Seeking technical clarification on certbot certificate creation using DNS-01 and HTTP-01 challenge

Dear Let's Encrypt Community,

I have encountered an interesting issue while testing Certificate Installation and renewal on a whitelisted domain (acme-challenge-test.domain_name.com) that allows traffic only from specific range of IP addresses. During this testing, I faced problem with the http-01 challenge failing with the following error.
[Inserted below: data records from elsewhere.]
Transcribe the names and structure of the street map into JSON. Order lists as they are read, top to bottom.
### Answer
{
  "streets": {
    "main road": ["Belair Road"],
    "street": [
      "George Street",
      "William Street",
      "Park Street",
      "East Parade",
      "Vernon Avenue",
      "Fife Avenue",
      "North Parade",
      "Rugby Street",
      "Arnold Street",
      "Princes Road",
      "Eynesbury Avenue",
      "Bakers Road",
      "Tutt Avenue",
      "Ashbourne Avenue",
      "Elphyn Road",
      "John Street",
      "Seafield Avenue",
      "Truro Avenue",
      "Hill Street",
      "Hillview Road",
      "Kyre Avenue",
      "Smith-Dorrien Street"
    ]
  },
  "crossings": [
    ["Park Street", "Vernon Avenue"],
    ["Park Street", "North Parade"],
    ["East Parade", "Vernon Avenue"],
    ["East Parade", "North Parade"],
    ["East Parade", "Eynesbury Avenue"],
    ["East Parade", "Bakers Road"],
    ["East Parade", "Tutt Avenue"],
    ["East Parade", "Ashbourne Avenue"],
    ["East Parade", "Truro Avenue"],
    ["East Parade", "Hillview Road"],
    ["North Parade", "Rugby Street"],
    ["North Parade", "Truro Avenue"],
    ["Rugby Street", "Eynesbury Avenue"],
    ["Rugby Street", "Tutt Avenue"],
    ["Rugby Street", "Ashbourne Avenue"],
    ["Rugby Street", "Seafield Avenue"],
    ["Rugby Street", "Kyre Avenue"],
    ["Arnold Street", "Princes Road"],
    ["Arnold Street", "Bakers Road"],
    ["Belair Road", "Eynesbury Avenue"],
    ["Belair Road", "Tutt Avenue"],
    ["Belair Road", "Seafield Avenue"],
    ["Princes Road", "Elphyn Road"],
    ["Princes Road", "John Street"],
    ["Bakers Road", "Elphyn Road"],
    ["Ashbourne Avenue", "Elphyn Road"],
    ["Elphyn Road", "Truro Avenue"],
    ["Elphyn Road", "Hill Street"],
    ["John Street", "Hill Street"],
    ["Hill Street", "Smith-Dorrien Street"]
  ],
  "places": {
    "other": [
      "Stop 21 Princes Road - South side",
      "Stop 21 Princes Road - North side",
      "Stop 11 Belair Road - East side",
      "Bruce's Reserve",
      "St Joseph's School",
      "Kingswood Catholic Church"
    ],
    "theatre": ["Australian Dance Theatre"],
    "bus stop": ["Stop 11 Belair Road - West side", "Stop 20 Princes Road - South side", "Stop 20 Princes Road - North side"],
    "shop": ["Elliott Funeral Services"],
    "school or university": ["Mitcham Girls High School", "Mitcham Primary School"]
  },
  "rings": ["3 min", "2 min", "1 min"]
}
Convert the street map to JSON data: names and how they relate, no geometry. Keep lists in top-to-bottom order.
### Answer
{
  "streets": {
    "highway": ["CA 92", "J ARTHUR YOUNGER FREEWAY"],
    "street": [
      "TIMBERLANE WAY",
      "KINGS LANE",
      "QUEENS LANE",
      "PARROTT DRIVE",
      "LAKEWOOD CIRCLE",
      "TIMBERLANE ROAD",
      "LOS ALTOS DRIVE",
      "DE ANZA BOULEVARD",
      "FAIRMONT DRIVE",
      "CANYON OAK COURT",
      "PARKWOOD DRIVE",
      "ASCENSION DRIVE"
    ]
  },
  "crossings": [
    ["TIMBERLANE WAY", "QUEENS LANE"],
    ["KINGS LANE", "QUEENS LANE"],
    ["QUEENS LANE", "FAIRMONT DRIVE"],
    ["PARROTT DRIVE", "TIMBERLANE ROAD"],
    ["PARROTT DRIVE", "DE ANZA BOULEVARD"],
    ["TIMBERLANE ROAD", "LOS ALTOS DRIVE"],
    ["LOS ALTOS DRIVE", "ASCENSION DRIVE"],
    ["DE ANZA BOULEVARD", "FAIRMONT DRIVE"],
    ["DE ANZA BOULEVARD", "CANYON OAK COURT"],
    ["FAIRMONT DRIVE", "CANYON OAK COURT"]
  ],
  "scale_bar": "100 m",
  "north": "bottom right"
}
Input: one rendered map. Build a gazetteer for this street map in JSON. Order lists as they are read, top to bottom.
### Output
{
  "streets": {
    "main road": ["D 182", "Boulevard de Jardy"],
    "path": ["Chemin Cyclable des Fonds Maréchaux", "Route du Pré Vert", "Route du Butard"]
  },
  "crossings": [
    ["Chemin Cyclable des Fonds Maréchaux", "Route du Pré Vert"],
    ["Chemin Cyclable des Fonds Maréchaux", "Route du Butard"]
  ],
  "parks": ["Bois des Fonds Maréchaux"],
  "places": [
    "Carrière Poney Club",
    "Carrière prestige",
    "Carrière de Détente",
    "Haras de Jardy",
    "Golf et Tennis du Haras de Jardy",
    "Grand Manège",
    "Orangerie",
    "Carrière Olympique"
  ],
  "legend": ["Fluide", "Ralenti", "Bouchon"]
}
Command used: certbot certonly --standalone -d acme-challenge-test.domain_name.com --http-01-port=8888 --debug-challenges -v


Saving debug log to /var/log/letsencrypt/letsencrypt.log

...

Waiting for verification...

Challenge failed for domain acme-challenge-test.domain_name.com

http-01 challenge for acme-challenge-test.domain_name.com

Certbot failed to authenticate some domains (authenticator: standalone). The Certificate Authority reported these problems:

Domain: acme-challenge-test.domain_name.com

Type: connection

Detail: xxx.xxx.xxx.xxx: Fetching http://acme-challenge-test.domain_name.com/.well-known/acme-challenge/xUNTJyXuqVJM7CYhFWrWrrN4sKZPUqVfqlfadsfdfdsf: Error getting validation data

Hint: The Certificate Authority failed to download the challenge files from the temporary standalone webserver started by Certbot on port 8888. Ensure that the listed domains point to this machine and that it can accept inbound connections from the internet.

Cleaning up challenges

Some challenges have failed.

Ask for help or search for solutions at https://community.letsencrypt.org. See the logfile /var/log/letsencrypt/letsencrypt.log or re-run Certbot with -v for more details.


To resolve this issue, I decided to create the cert with DNS challenge, which completed successfully. Here's the command used for the same:

certbot -d acme-challenge-test.domain_name.com --manual --preferred-challenges dns certonly --debug-challenges -v

Interestingly, after the DNS challenge succeeded, I gave the http-01 challenge another shot and this time it worked without any issues (same command as above).

I am seeking your expertise to clarify on the following:

Question 1: Why did the http-01 challenge succeed on the second attempt? Could it be possible that the authentication was cached, and the second time it renewed the certificate without re-authentication?

Question 2: If caching is involved, where is this saved? And is there a way to clear the authentication cache to replicate the initial failure and investigate it further?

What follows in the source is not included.